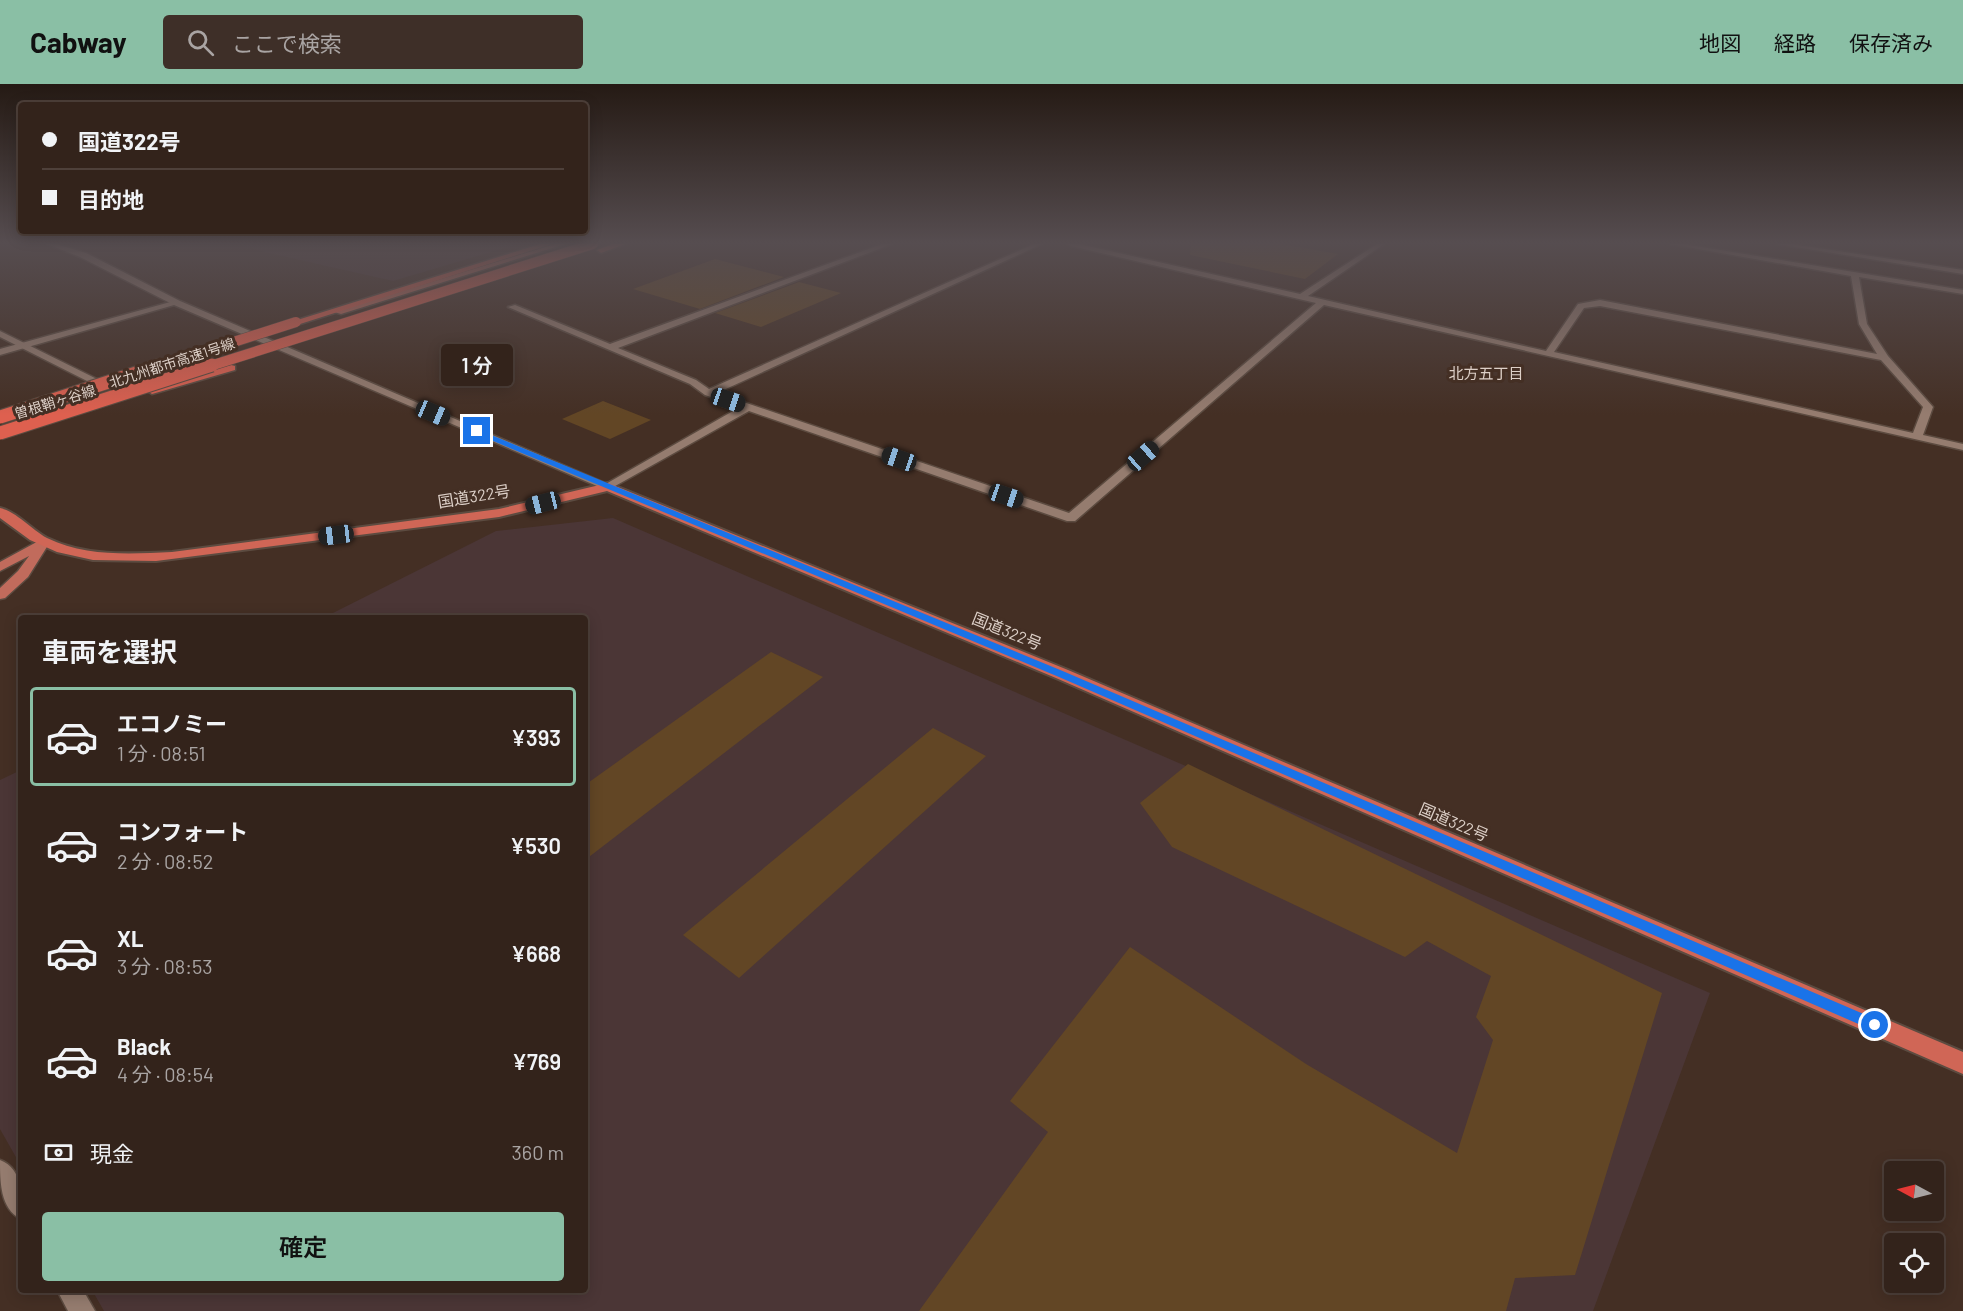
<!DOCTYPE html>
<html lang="ja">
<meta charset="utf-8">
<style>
:root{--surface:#33231b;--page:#3e2f28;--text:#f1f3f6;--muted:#a9a4a3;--line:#4e403a;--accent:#8abfa5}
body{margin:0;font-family:Barlow,"Noto Sans JP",sans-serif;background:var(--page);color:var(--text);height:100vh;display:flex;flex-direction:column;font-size:22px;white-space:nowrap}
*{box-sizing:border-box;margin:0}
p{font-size:20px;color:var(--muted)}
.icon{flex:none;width:33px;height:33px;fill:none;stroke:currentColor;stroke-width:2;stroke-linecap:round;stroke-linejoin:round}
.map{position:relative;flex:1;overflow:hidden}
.side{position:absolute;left:18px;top:531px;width:570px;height:678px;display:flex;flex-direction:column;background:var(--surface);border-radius:6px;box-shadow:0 3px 15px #0003,0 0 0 2px var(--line)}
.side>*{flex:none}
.top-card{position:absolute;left:18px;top:18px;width:570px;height:132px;border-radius:6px;box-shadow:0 3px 15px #0003,0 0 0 2px var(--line);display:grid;align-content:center;height:132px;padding:0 24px;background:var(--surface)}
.needle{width:39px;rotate:277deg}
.buttons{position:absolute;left:1884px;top:1077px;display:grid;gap:12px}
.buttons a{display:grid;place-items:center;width:60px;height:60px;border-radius:6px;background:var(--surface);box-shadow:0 3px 15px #0003,0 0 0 2px var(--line);font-size:30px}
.end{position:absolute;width:27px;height:27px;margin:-14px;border:8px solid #1a73e8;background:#fff;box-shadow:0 0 0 3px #fff}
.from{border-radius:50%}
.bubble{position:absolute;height:42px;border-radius:6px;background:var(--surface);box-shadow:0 3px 15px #0003,0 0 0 2px var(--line);font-size:20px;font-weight:600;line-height:42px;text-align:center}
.car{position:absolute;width:18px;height:36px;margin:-18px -9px;border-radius:8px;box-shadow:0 0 4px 2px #0007;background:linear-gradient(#222 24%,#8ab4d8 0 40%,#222 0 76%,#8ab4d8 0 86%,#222 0)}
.top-card b{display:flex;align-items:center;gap:21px;height:57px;font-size:22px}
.top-card b+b{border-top:2px solid var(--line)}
.top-card i{width:15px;height:15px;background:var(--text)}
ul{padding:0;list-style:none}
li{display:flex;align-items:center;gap:18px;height:99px;margin:0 12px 9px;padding:0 12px;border:3px solid transparent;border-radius:6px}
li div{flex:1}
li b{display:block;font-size:22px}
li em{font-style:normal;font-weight:600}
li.active{border-color:var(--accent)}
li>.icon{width:54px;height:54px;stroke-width:1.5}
h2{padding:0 24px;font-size:27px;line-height:72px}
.pay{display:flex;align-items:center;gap:15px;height:66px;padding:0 24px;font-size:22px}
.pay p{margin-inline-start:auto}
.button{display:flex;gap:12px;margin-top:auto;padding:12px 24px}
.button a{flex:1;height:69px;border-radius:6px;background:var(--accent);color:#111;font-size:24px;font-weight:600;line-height:69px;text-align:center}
header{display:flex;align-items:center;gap:36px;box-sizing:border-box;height:84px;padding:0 30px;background:var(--accent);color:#111}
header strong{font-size:28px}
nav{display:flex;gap:33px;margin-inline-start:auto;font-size:21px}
.search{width:420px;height:54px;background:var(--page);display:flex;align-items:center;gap:15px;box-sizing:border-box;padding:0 21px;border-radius:6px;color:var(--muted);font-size:22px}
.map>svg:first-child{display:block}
.education{fill:#4b3636}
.building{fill:#624625}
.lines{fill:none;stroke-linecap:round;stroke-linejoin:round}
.service-casing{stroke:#5c4b40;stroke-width:3}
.minor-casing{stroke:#5c4b40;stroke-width:3}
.tertiary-casing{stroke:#5c4b40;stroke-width:3}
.primary-casing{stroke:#5c4b40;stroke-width:3}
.trunk-casing{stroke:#5c4b40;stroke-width:4}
.motorway-casing{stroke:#5c4b40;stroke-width:3}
.service{fill:#957c6f;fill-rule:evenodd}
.minor{fill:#957c6f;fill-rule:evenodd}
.tertiary{fill:#957c6f;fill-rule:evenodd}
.primary{fill:#c16b5c;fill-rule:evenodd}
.trunk{fill:#d06656;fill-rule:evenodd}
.motorway{fill:#de604f;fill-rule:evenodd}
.motorway-bridge-far1-casing{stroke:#5c4b40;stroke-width:11;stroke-linecap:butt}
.motorway-bridge-casing{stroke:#5c4b40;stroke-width:15;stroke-linecap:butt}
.motorway-bridge-far1{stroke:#de604f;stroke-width:10}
.motorway-bridge{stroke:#de604f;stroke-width:13}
.route{fill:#1a73e8}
.labels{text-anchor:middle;stroke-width:6;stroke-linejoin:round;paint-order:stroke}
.far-street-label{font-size:14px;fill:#dccfc7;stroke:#442f24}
.far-neighbourhood-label{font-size:15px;fill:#dccfc7;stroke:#442f24}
.street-label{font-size:16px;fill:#dccfc7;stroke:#442f24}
</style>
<header>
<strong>Cabway</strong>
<div class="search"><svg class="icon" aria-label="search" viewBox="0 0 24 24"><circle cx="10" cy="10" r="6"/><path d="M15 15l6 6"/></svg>ここで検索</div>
<nav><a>地図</a><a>経路</a><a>保存済み</a></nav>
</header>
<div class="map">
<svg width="1963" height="1227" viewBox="0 0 1963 1227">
<rect width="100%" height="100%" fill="#442f24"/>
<g class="education">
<path d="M239 160H518L393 197 260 167Z"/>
<path d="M613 434 1710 909 1593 1227H104L92 1206H585V534H323L496 447Z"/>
<path d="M21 686V1082L0 1045V696Z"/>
</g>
<g class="building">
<path d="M1191 160H1282L1338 170 1305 195 1190 171Z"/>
<path d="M715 175 784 193 700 225 633 205Z"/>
<path d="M799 198 841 209 761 243 715 229Z"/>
<path d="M603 317 651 336 610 355 562 335Z"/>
<path d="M771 568 823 593 585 776V701Z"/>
<path d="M933 644 986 672 739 894 683 851Z"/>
<path d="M1188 680 1662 909 1575 1191 1515 1194 1506 1227H919L1048 1048 1010 1017 1130 863 1306 980 1457 1069 1493 956 1476 933 1491 892 1427 857 1405 873 1172 763 1140 719Z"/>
</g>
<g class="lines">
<g class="service-casing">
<g id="service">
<path d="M882 160H892L618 264 696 296 709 305 1034 160H1042L717 309 1069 429 1316 219 1071 162 1068 160H1079L1300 210 1377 160H1384L1308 212 1546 267 1578 220 1600 216 1877 270 1859 240 1851 192 1670 160H1684L1963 206V210L1859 193 1867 240 1888 272 1933 323 1923 351 1963 360V366L1324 221 1075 437H1067L749 327 608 406 604 405V401L740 323 705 311 690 300 508 223 515 221 610 260ZM1600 222 1881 276 1923 323 1913 349 1554 268 1584 224Z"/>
<path d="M0 247 105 299 107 301 99 303 0 253Z"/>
</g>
</g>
<g class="minor-casing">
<g id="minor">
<path d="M174 217 181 219 0 271V265Z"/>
<path d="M0 1076C24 1085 21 1113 21 1135 0 1125 0 1097 0 1076Z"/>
<path d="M57 1206H83L95 1227H68Z"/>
</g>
</g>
<g class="tertiary-casing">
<g id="tertiary">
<path d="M47 160H56L86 169 180 217 614 403 608 406 604 405 174 221 80 173Z"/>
<path d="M1777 160H1792L1963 186V190Z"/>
</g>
</g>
<g class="primary-casing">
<g id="primary">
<path d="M555 160H565L341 230 334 228Z"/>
<path d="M44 454 50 458 28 493 5 514 0 515V504L18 487 29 472 0 487V478Z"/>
</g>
</g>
<g class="trunk-casing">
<path id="trunk" d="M608 399 1068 586 1963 968V990L1056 594 607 407 499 433 156 477 93 476 57 468 30 456 0 434V424C17 428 32 446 47 454 86 473 131 470 172 468L499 425Z"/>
</g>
<g class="motorway-casing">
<g id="motorway">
<path d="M540 160H552L300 240 291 238Z"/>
<path d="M613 160H625L601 169 597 166Z"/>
<path d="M231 281 235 282V286L152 310 146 306 148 303Z"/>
</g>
</g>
<use href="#service" class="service"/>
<use href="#minor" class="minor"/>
<use href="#tertiary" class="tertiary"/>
<use href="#primary" class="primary"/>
<use href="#trunk" class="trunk"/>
<use href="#motorway" class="motorway"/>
<g class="motorway-bridge-far1-casing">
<g id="motorway-bridge-far1">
<path d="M156 283 296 238"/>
<path d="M207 283 593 160"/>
</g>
</g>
<g class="motorway-bridge-casing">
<g id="motorway-bridge">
<path d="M0 333 161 281"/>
<path d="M0 349 212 281"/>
</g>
</g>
<use href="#motorway-bridge-far1" class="motorway-bridge-far1"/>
<use href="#motorway-bridge" class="motorway-bridge"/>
</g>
<linearGradient id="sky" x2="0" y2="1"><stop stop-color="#251a14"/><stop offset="0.48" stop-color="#564d50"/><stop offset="1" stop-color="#564d50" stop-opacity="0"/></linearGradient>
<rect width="1963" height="331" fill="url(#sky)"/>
<path class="route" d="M474 346H479L1065 588 1880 937 1882 941 1880 945 1875 947 1870 945 1059 593 474 349Z"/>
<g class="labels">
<g class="far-street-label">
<text transform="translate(172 279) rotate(-18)" y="5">北九州都市高速1号線</text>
<text transform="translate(55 318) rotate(-17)" y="5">曽根鞘ヶ谷線</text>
</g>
<g class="far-neighbourhood-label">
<text x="1486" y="295">北方五丁目</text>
</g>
<g class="street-label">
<text transform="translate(474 412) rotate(-9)" y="6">国道322号</text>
<text transform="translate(1007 547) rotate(22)" y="6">国道322号</text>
<text transform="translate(1454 738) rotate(23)" y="6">国道322号</text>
</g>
</g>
</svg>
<div class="buttons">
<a><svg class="needle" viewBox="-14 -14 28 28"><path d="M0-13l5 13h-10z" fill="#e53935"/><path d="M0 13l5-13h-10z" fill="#a9a4a3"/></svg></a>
<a><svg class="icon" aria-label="locate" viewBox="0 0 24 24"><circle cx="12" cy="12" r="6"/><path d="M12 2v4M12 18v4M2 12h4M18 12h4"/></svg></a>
</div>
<i class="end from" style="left:1875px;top:941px"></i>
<i class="end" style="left:477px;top:347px"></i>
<div class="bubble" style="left:441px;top:260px;width:72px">1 分</div>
<i class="car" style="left:728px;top:316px;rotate:109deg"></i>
<i class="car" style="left:433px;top:329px;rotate:113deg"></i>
<i class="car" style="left:1143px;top:372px;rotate:49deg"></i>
<i class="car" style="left:899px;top:375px;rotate:289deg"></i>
<i class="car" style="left:1006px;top:412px;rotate:109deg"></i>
<i class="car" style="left:543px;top:419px;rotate:256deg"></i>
<i class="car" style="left:336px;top:451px;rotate:263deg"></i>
<div class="top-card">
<b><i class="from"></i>国道322号</b>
<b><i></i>目的地</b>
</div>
<section class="side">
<h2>車両を選択</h2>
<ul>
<li class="active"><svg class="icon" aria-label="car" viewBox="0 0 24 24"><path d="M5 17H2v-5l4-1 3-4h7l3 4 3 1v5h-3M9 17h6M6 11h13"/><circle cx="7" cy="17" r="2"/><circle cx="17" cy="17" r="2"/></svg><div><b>エコノミー</b><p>1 分 · 08:51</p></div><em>¥393</em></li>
<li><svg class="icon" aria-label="car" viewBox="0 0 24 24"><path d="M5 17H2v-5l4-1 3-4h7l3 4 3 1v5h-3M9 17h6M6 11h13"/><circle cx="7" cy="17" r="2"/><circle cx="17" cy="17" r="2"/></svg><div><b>コンフォート</b><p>2 分 · 08:52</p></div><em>¥530</em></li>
<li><svg class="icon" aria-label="car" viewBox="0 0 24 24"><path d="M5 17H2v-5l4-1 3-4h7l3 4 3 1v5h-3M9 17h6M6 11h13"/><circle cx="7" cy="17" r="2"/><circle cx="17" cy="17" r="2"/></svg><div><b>XL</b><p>3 分 · 08:53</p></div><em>¥668</em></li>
<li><svg class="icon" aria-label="car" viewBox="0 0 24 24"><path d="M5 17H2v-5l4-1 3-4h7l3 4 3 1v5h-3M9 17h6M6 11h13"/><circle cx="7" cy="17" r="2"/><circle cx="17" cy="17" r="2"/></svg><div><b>Black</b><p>4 分 · 08:54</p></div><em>¥769</em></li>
</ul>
<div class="pay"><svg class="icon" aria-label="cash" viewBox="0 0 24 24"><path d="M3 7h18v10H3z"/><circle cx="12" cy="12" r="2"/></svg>現金<p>360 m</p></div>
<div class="button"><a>確定</a></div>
</section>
</div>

======

### WORK ORDER:
For every line in the listing above that contains "linecap", copy that line.

### ANSWER TO THIS EXERCISE:
.icon{flex:none;width:33px;height:33px;fill:none;stroke:currentColor;stroke-width:2;stroke-linecap:round;stroke-linejoin:round}
.lines{fill:none;stroke-linecap:round;stroke-linejoin:round}
.motorway-bridge-far1-casing{stroke:#5c4b40;stroke-width:11;stroke-linecap:butt}
.motorway-bridge-casing{stroke:#5c4b40;stroke-width:15;stroke-linecap:butt}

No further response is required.